First-line immune checkpoint inhibitors for patients with metastatic urothelial carcinoma treated in routine clinical practice
Editorial Commentary

First-line immune checkpoint inhibitors for patients with metastatic urothelial carcinoma treated in routine clinical practice

Renato Naito, Kouji Izumi, Atsushi Mizokami

Department of Integrative Cancer Therapy and Urology, Kanazawa University Graduate School of Medical Science, Kanazawa, Ishikawa, Japan

Correspondence to: Dr. Kouji Izumi. Department of Integrative Cancer Therapy and Urology, Kanazawa University Graduate School of Medical Science, 13-1 Takaramachi, Kanazawa, Ishikawa 920-8640, Japan. Email: azuizu2003@yahoo.co.jp.

Provenance and Peer Review: This article was commissioned and reviewed by the Section Editor Xiao Li, MD (Department of Urology, Jiangsu Cancer Hospital & Jiangsu Institute of Cancer Research & Nanjing Medical University Affiliated Cancer Hospital, Nanjing, China).

Comment on: Feld E, Harton J, Meropol NJ, et al. Effectiveness of First-line Immune Checkpoint Blockade Versus Carboplatin-based Chemotherapy for Metastatic Urothelial Cancer.
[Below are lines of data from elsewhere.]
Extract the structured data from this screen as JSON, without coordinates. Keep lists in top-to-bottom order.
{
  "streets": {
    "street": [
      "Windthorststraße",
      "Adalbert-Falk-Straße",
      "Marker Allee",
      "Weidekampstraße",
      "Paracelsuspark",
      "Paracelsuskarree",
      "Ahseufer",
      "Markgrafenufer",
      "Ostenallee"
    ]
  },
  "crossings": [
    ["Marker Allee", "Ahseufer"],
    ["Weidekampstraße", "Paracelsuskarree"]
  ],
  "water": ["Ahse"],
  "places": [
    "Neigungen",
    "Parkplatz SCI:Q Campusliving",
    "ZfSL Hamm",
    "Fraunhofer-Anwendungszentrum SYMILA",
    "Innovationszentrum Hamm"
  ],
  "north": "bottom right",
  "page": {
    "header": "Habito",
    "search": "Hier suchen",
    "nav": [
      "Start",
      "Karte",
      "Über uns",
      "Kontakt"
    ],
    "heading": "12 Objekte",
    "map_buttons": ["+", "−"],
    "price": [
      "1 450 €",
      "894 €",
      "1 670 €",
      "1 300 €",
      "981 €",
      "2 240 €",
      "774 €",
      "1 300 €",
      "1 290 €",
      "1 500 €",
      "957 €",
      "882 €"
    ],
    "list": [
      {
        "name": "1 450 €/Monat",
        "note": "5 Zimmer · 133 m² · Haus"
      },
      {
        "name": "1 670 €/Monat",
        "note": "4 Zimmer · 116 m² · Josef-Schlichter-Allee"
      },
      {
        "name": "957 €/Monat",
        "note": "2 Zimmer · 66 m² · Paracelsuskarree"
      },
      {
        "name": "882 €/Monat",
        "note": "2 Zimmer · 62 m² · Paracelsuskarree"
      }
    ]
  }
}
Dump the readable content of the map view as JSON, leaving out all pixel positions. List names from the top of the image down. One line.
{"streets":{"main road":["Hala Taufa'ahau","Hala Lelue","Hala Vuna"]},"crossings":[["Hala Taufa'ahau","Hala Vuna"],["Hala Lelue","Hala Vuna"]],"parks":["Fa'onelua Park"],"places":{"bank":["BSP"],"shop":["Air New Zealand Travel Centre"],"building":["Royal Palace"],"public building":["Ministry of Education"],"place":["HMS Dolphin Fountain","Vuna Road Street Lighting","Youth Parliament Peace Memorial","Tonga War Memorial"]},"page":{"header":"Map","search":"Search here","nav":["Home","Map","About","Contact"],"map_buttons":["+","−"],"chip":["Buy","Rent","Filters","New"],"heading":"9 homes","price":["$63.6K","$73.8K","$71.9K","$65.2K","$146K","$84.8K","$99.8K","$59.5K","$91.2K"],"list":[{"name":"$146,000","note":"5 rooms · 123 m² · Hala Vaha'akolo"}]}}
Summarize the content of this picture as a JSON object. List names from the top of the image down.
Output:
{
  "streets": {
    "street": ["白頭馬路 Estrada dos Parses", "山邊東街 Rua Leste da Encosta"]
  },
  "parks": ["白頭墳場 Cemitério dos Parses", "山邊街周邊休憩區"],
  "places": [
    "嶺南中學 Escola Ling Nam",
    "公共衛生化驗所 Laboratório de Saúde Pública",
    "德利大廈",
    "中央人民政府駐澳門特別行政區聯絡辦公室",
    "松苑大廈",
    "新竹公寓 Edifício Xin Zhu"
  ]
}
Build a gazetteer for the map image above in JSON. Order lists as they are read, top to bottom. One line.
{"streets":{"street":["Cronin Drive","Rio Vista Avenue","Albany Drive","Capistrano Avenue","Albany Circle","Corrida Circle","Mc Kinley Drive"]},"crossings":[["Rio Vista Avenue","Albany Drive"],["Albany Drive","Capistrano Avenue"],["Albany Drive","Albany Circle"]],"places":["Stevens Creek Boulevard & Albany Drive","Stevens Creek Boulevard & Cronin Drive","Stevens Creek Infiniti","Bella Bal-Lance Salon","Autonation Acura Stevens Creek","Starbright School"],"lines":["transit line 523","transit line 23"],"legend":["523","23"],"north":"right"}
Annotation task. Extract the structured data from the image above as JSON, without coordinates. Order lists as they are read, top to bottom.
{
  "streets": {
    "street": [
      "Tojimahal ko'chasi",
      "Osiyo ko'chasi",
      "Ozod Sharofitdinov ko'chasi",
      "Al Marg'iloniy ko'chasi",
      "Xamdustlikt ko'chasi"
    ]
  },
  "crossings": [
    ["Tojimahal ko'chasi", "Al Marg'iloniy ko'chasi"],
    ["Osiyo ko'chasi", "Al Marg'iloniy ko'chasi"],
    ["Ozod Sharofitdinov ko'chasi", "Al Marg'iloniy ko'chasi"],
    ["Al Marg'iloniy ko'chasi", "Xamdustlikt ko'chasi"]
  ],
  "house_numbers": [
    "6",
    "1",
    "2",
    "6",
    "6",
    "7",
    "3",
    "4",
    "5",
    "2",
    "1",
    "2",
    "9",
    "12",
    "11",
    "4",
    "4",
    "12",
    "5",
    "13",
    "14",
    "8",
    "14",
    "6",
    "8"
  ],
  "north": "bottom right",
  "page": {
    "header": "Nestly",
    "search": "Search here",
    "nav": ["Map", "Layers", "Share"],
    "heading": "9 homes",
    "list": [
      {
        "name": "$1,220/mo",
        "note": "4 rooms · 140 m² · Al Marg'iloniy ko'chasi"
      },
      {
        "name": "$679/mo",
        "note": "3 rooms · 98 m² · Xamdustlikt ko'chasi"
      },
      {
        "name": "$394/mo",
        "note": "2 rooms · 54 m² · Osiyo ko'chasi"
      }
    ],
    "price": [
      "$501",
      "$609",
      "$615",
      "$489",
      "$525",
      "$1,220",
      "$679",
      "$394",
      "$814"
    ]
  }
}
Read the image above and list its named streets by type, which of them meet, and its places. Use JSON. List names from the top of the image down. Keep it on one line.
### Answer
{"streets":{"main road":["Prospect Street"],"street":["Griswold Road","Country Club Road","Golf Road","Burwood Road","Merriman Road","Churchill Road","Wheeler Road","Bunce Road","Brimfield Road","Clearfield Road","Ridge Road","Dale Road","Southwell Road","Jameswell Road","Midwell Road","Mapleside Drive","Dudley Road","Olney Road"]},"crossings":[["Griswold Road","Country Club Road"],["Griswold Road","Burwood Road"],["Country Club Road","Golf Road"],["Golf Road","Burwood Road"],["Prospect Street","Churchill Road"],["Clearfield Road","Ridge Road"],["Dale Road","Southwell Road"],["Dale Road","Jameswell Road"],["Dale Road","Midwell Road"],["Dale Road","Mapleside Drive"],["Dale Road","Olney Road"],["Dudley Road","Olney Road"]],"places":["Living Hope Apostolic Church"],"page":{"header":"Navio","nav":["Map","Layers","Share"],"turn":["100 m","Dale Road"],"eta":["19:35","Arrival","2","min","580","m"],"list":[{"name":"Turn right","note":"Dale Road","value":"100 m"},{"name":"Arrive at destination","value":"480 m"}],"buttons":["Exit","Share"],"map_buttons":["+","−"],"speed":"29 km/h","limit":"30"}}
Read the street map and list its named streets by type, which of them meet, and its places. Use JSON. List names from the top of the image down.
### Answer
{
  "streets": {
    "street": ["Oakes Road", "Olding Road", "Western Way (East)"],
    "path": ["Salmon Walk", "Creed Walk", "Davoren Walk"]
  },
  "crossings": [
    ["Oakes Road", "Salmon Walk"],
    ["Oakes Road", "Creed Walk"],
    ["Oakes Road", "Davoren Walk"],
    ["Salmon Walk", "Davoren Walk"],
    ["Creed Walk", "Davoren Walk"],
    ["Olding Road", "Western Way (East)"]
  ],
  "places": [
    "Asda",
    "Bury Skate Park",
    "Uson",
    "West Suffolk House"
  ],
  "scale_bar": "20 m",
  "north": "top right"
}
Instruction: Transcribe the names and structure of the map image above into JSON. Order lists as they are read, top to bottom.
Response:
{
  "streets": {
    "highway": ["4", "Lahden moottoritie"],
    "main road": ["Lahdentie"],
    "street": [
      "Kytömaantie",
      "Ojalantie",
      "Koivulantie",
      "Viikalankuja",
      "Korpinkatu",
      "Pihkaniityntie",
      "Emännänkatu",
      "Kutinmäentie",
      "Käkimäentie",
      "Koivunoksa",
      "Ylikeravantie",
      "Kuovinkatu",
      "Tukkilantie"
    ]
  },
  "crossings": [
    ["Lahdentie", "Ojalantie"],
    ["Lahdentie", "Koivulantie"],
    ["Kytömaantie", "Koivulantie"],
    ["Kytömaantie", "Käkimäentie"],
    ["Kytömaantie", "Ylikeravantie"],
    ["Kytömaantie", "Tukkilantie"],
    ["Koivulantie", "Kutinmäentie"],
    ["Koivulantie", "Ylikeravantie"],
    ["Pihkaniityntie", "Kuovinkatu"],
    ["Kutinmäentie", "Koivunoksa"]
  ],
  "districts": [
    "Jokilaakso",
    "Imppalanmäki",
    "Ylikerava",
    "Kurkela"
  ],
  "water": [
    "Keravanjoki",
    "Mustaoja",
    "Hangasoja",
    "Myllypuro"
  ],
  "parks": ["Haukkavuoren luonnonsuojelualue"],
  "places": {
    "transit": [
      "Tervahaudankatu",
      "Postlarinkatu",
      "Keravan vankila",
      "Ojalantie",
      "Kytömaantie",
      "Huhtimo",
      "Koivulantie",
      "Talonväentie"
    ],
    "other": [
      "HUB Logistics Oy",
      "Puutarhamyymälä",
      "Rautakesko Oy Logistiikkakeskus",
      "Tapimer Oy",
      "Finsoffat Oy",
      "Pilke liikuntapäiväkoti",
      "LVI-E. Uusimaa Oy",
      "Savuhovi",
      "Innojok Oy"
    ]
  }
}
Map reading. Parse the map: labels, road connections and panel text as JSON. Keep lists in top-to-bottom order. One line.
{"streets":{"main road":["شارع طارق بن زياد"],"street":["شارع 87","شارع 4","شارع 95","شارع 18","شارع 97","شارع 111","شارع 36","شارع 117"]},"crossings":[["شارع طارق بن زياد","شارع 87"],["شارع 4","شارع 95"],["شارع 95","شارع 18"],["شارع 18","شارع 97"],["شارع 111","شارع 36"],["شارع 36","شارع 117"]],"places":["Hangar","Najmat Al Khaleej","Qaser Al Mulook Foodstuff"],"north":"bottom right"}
Eur Urol 2019;76:524-32.


Submitted Jan 28, 2020. Accepted for publication Apr 10, 2020.

doi: 10.21037/tau.2020.04.08


Patients with advanced or metastatic urothelial carcinoma are generally older and nephroureterectomy is frequently performed in such patients; therefore, cisplatin-based regimen often cannot be applied because of renal insufficiency and poor performance status. Gemcitabine and carboplatin is frequently used as combination chemotherapy for cisplatin-unfit patients and to reduce toxicities. Meanwhile, immune checkpoint inhibitors may be used to reduce toxicities without an efficacy compromise because immune checkpoint inhibitors are available regardless of renal function. The retrospective cohort study conducted by Feld et al. (1) clearly demonstrated inferior short-term but superior long-term survival with first-line immune checkpoint inhibitors relative to carboplatin-based chemotherapy among patients with metastatic urothelial carcinoma treated in routine clinical practice.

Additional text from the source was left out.